Adaptar o Rei Ubu para o Teatro na Gandaia foi a
 coisinha mais apaixonante que me foi permitida experimentar desde que 
ando a fazer pelo teatro. A princípio senti-me um pouco (muito) 
intimidado; era o respeitinho a fazer-me tremer as manitas sobre o 
teclado, o não querer defraudar o autor, nem a tradição, muito menos a 
grandeza da coisa, enfim, estava um tanto ou quanto acagaçado. Li 
versões que fui encontrando, observei longamente milhentas imagens das 
milhentas encenações que pululam nas páginas da Net, nada me descansava,
 antes pelo contrário. Quanto mais penetrava o espírito da coisa mais me
 parecia estar com o rabo à mostra. Sentia uma espécie de frio nas 
nalgas, o nariz enregelado mas… eu seja corno, havia que meter mãos à 
obra e deixar pruridos merdosos no fundo da gaveta: ou bem que somos 
homens ou então somos ratos ou outra merda qualquer, gâmbias de Deus!
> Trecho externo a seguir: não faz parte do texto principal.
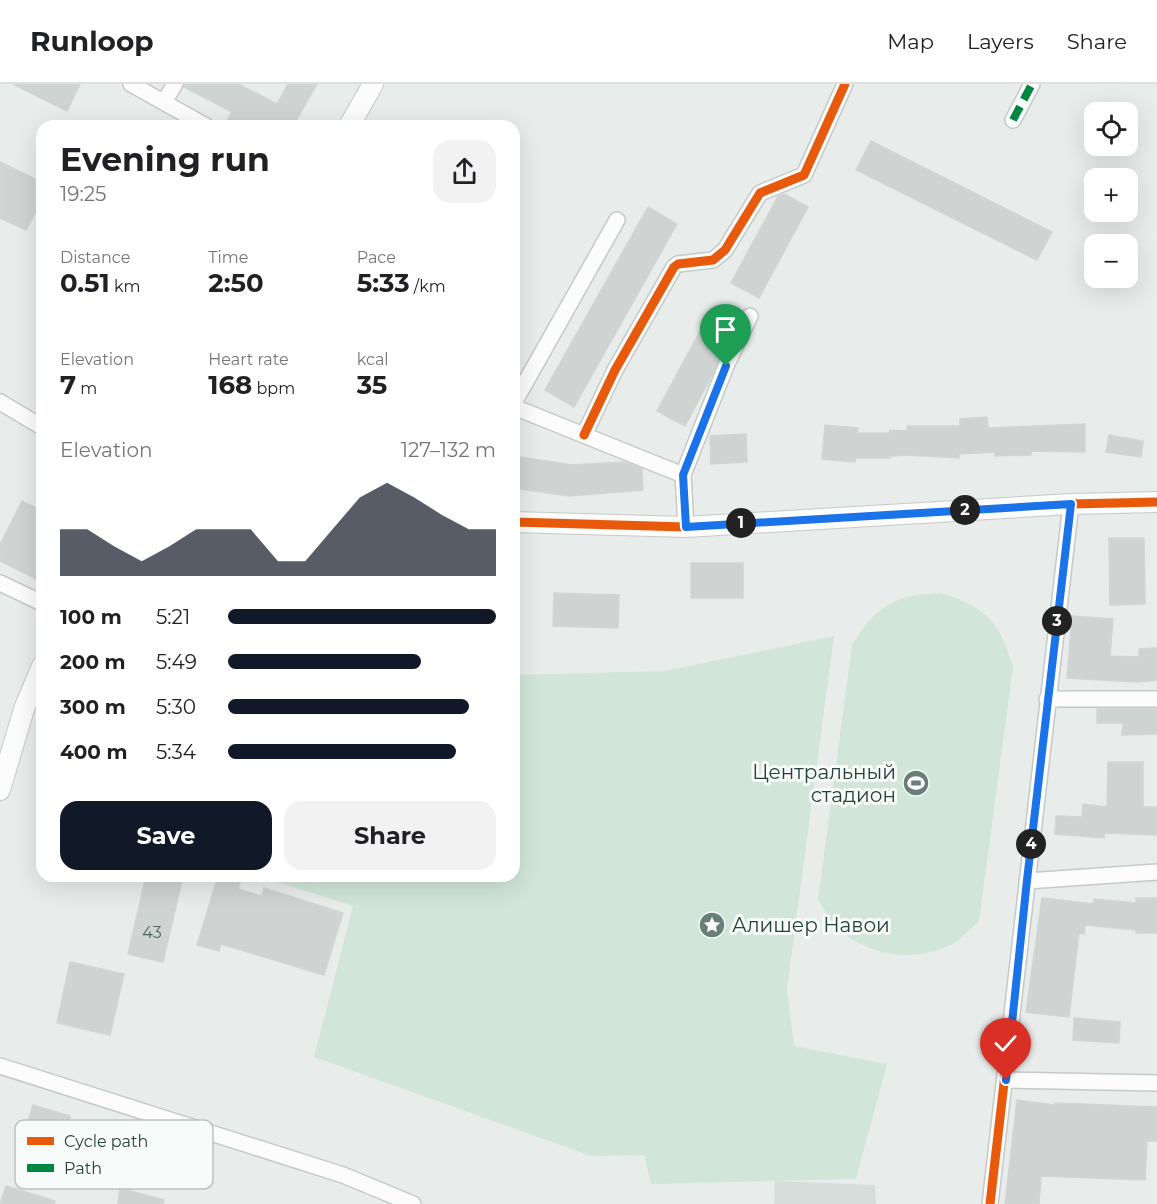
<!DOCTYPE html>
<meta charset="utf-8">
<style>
body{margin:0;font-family:Montserrat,sans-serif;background:#f2f2f2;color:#202124;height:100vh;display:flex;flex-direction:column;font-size:22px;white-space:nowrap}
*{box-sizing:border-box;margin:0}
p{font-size:20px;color:#757577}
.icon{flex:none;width:33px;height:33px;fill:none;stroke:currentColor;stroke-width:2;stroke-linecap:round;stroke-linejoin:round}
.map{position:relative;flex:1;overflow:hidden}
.side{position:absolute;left:36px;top:36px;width:484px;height:762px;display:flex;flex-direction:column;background:#fff;border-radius:18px;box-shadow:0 6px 24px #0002}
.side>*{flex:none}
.fabs{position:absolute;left:1084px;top:18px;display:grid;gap:12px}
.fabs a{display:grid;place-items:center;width:54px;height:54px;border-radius:12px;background:#fff;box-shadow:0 6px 24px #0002;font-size:30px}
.pin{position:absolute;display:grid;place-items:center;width:51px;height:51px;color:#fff;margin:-62px -26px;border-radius:50% 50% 50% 0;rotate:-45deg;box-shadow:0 0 6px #0007}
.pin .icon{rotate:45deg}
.km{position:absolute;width:30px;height:30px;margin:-15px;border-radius:50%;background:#222;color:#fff;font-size:16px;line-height:30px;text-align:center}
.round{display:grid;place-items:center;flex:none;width:63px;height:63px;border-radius:18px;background:#f2f2f2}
.headline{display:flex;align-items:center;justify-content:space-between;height:102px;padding:0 24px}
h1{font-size:33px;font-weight:700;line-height:45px}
.stats{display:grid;grid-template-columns:repeat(3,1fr);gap:9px;height:102px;padding:6px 24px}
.stats div{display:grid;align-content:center}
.stats b{font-size:26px;font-weight:700}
.stats small{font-size:16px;font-weight:400}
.stats p{font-size:16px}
.chart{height:168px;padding:12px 24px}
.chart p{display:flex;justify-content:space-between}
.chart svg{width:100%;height:108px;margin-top:6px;fill:#111827;opacity:.7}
.primary-button{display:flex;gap:12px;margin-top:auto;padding:12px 24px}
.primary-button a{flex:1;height:69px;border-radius:18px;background:#111827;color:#fff;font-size:24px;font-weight:700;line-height:69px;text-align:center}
.primary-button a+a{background:#f2f2f2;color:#202124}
ul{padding:0 24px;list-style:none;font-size:20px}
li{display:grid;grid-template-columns:96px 72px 1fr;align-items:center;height:45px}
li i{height:15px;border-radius:8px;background:#111827}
header{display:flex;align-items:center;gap:36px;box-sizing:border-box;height:84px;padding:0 30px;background:#fff;border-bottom:2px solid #e0e0e0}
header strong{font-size:28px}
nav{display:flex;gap:33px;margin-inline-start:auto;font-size:21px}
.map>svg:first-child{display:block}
.built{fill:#d6dedb}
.green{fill:#d1e6d8}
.building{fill:#cfd4d2;stroke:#d1d6d4;stroke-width:1.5}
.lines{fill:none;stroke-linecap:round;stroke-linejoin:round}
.minor-casing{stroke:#c5cac8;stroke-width:18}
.tertiary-casing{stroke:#c5cac8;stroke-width:22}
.minor{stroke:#fcfcfc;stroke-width:15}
.tertiary{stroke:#fcfcfc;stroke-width:20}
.quiet{stroke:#00873e;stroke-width:8;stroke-dasharray:15 8;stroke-linecap:butt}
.cycleway-casing{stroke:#f7fbf9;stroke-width:13}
.cycleway{stroke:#e8590c;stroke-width:9}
.route-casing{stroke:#fff;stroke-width:12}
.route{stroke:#1a73e8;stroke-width:8}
.labels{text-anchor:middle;stroke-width:6;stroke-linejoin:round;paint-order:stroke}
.number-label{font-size:16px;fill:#506761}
.poi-label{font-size:20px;fill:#24423a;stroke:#f7fbf9;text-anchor:end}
.key{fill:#f7fbf9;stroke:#b8c4c0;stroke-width:1.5}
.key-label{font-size:16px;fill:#24423a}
</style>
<header>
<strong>Runloop</strong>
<nav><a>Map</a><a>Layers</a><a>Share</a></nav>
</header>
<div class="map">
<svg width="1157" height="1120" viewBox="0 0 1157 1120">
<rect width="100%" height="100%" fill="#e8edeb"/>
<!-- built -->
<path class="built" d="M775,1097L875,1101L876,1120H774Z"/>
<!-- green -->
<g class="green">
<path d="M941,509C986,523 1000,538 1013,583L979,837C971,844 963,853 954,859C916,880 867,873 837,843C829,835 824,824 818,816L852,561C877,521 894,511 941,509Z"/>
<path d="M834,552L787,905L794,962L887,980L856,1095L651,1100L644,1071L591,1072L314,973L353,822L258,792H514L515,591L665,587Z"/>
</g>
<!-- building -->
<g class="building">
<path d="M13,0H80L67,27Z"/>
<path d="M185,0H238L277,20L288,0H317L293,42H224L232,28L184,3Z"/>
<path d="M871,57L1052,148L1037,176L856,86Z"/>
<path d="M0,78L42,98V116L26,146L0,134Z"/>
<path d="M784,110L808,123L759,214L731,199L778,112Z"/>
<path d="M648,123L677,140L574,323L545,306Z"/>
<path d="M706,236L731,250L710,295L685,342L657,327Z"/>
<path d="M987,333L988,344L1085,340V368L1031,367V371L995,372V368L959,370V374L906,371L890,372V374H855V378L822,375L825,341L858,344L857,349H890V346L907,347V342H960V335Z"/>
<path d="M746,350L747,378L711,380L710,352Z"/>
<path d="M1109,351L1143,357L1141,373L1106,368Z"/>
<path d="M514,372L572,381L624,378L642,385L643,406L569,412L514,404Z"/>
<path d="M22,417L42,427V498L0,477V461Z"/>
<path d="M1109,454H1144L1145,520L1110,521Z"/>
<rect x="691" y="479" width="52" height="35"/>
<path d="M554,509L619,511L618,544L553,542Z"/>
<path d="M1072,532L1113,535L1110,572L1139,573V565L1157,564V596L1138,598L1067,594Z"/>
<path d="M1097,625H1157V650L1122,651L1123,639H1097Z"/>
<path d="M1108,678H1143V723H1157V751L1104,749V754L1055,750L1056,732L1082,733L1083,720L1107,723Z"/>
<path d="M146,792H183L163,878L128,870Z"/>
<path d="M218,792L241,795L238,805L262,812L264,804L343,829L324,891L221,860L219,867L197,861Z"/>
<path d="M1042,814L1093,820L1094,815L1136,819V814H1157V849H1136V846L1085,841L1084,850L1079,849L1069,933L1026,928Z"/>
<path d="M70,878L124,890L110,951L57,939Z"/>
<path d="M1074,934L1120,938L1119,959L1073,956Z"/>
<path d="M1017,1016L1054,1021L1055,1019L1157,1023V1057H1147L1145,1096L1041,1092L1039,1120H1005Z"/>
<path d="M33,1021L70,1032L53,1089L16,1078Z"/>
<path d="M6,1102L55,1117L54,1120H0Z"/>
<path d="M120,1104L164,1116L163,1120H118Z"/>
</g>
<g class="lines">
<defs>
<g id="minor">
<path d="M131,0L206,42"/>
<path d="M164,18L175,0"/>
<path d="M1013,36L1032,0"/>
<path d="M617,136L516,315L515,321L519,325L683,391"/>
<path d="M0,318L42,343"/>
<path d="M584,351L615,286L674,183L678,180L713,176L725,166L760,109L804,91L845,0"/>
<path d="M686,443L683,391L726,282L750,232"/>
<path d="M0,499L42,519"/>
<path d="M1047,615H1157"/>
<path d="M1027,797L1157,788"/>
<path d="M0,982L343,1091L413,1120"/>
<path d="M1006,996L1157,999"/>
<path d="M990,1120L1071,420"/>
</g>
<g id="tertiary">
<path d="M349,42L373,0"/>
<path d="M514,438L686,443L1071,420L1157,418"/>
<path d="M0,706L24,625L42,582"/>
</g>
</defs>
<!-- minor casing -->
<use href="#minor" class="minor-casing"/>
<!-- tertiary casing -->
<use href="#tertiary" class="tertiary-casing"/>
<!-- minor -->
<use href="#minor" class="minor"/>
<!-- tertiary -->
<use href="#tertiary" class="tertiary"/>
<!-- quiet -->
<path class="quiet" d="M1013,36L1032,0"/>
<defs>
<g id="cycleway">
<path d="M584,351L615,286L674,183L678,180L713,176L725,166L760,109L804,91L845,0"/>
<path d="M514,438L686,443L1071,420L1157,418"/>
<path d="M990,1120L1071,420"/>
</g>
</defs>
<!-- cycleway casing -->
<use href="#cycleway" class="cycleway-casing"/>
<!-- cycleway -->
<use href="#cycleway" class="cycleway"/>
</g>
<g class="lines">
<defs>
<path id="route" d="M726,282L683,391L686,443L1071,420L1027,796L1006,996"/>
</defs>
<!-- route casing -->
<use href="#route" class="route-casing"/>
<!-- route -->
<use href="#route" class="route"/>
</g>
<!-- icons -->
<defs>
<symbol id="stadium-disc" viewBox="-11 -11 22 22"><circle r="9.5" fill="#697e78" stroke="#f7fbf9"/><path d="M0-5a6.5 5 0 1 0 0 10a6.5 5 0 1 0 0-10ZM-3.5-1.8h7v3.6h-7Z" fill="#fff"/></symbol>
<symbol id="sight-disc" viewBox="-11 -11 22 22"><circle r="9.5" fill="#697e78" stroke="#f7fbf9"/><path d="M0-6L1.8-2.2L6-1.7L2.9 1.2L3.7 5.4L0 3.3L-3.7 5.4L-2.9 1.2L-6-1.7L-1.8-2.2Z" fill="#fff"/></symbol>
</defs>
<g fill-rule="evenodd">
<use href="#stadium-disc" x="901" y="684" width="30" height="30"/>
<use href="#sight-disc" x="697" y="826" width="30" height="30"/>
</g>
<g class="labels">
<!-- number labels -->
<g class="number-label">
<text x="152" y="854">43</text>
</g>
<!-- poi labels -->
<g class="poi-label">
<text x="896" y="695">Центральный<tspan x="896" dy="23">стадион</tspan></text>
<text x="732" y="848" text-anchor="start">Алишер Навои</text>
</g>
</g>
<!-- legend -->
<rect x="15" y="1036" width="198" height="69" rx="9" class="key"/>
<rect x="27" y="1053" width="27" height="8" fill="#e8590c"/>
<rect x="27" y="1080" width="27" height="8" fill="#00873e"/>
<g class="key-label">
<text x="64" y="1063">Cycle path</text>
<text x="64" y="1090">Path</text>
</g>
</svg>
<div class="fabs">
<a><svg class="icon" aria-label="locate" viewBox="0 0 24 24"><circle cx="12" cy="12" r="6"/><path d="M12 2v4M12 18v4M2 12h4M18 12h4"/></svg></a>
<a>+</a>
<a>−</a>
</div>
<div class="pin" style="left:726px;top:282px;background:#1e9e55"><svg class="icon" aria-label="arrive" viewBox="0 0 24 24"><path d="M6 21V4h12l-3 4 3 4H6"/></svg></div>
<div class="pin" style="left:1006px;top:996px;background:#d93025"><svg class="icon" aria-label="check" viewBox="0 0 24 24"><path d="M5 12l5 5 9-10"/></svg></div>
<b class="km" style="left:741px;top:439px">1</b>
<b class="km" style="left:965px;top:426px">2</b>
<b class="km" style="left:1057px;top:537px">3</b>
<b class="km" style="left:1031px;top:760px">4</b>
<section class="side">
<div class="headline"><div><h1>Evening run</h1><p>19:25</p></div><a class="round"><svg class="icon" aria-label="share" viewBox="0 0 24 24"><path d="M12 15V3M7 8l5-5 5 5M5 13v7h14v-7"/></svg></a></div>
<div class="stats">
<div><p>Distance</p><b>0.51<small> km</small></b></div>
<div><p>Time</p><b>2:50</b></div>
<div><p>Pace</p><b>5:33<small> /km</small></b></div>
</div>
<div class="stats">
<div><p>Elevation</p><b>7<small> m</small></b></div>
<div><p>Heart rate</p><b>168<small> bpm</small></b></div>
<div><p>kcal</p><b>35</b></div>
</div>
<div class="chart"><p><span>Elevation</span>127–132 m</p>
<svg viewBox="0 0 160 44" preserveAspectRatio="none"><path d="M0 44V25L10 25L20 32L30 38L40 32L50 25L60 25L70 25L80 38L90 38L100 25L110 12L120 6L130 12L140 19L150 25L160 25V44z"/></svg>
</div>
<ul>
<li><b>100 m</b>5:21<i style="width:100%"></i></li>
<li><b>200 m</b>5:49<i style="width:72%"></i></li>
<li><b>300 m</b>5:30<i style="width:90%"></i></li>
<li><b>400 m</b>5:34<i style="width:85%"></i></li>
</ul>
<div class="primary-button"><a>Save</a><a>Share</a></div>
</section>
</div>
 Acredito piamente que a arte é uma massa informe (uma coisa plástica) 
que se encontra eternamente em suspensão à espera que alguém lhe deite a
 unha e faça dela uma coisa nova. Uma forma artística depende do tempo e
 do lugar em que vê a luz, não há vacas sagradas. Traduzir um texto é 
sempre reescrevê-lo. Perante o Ubu não havia que temer. Afinal de contas
 trata-se de um texto tão desopilante que se pode fazer dele quase tudo o
 que se queira desde que se mantenha fidelidade absoluta à brutalidade 
daquele gajo hediondo que tem como objectivo principal viver acima das 
suas possibilidades à custa do sofrimento alheio. Uma personagem 
clássica, aquele Ubu. 
 Como referências tinha o exemplo da banda que
 dá pelo nome de Pére Ubu e o dos punks de um modo geral, admirava de 
toda a minha alma os dadaístas nas suas múltiplas e corrosivas formas de
 expressão artística (ah, o grande Dada Max!), sentia-me capaz de fazer 
alguma coisa concreta e consequente com aquela massa plástica que o 
texto de Jarry colocava à minha frente, só me faltava o atrevimento que,
 confesso, não será o meu ponto mais forte nem mais óbvio. Lá me 
convenci a meter mãos à obra; primeiro titubeante, às apalpadelas, 
depois, à medida que ia avançando, cada vez mais convicto e mais feliz 
por me permitir a liberdade de comungar daquela intemporalidade 
maravilhosa que ia descobrindo a cada passo. Quando terminei percebi que
 participara na gestação de uma coisa selvagem.
 Entreguei o texto à 
Ana Nave confiando na sua capacidade de dar vida ao texto mais abstruso,
 a sua extraordinária capacidade de fazer o teatro acontecer. Agora 
havia que aguardar. 
 Passaram meses de ensaios. Domingos e 
segundas-feiras. O grupo de actores foi-se ajustando, tal como o texto. A
 tal massa informe a ganhar contornos visíveis. A Rafaela Mapril tornou 
reais as figuras das personagens com esplendorosos figurinos, o Zé Rui 
iria ser o responsável por esculpir o espaço cénico a golpes de luz, 
tudo se conjugava daquela forma próxima da magia que é própria do 
Teatro. 
 Quando assisti ao primeiro ensaio geral fiquei embevecido. 
Apesar de todas as irregularidades e arestas por limar a coisa tinha a 
força que imaginara: grotesca, excessiva, brutal, potencialmente 
repelente mas plena de força, carregada de um vigor e de uma boçalidade 
capazes de incomodar os espíritos sensíveis, tal qual imaginara que 
poderia ser. Acredito que o resultado deste trabalho apaixonado não 
envergonharia o próprio Jarry, passe a imodéstia.
 No dia da estreia 
compreendi que das duas uma: o espectador iria amar aquele objecto 
teatral ou odiá-lo, não me parece que a magnífica representação de todos
 os actores que estiveram em palco possa ter proporcionado sentimentos 
próximos da indiferença aos que assistiram, sentados na plateia do 
António Assunção.
 Não há agradecimentos a fazer. O Rei Ubu não se agradece, faz-se!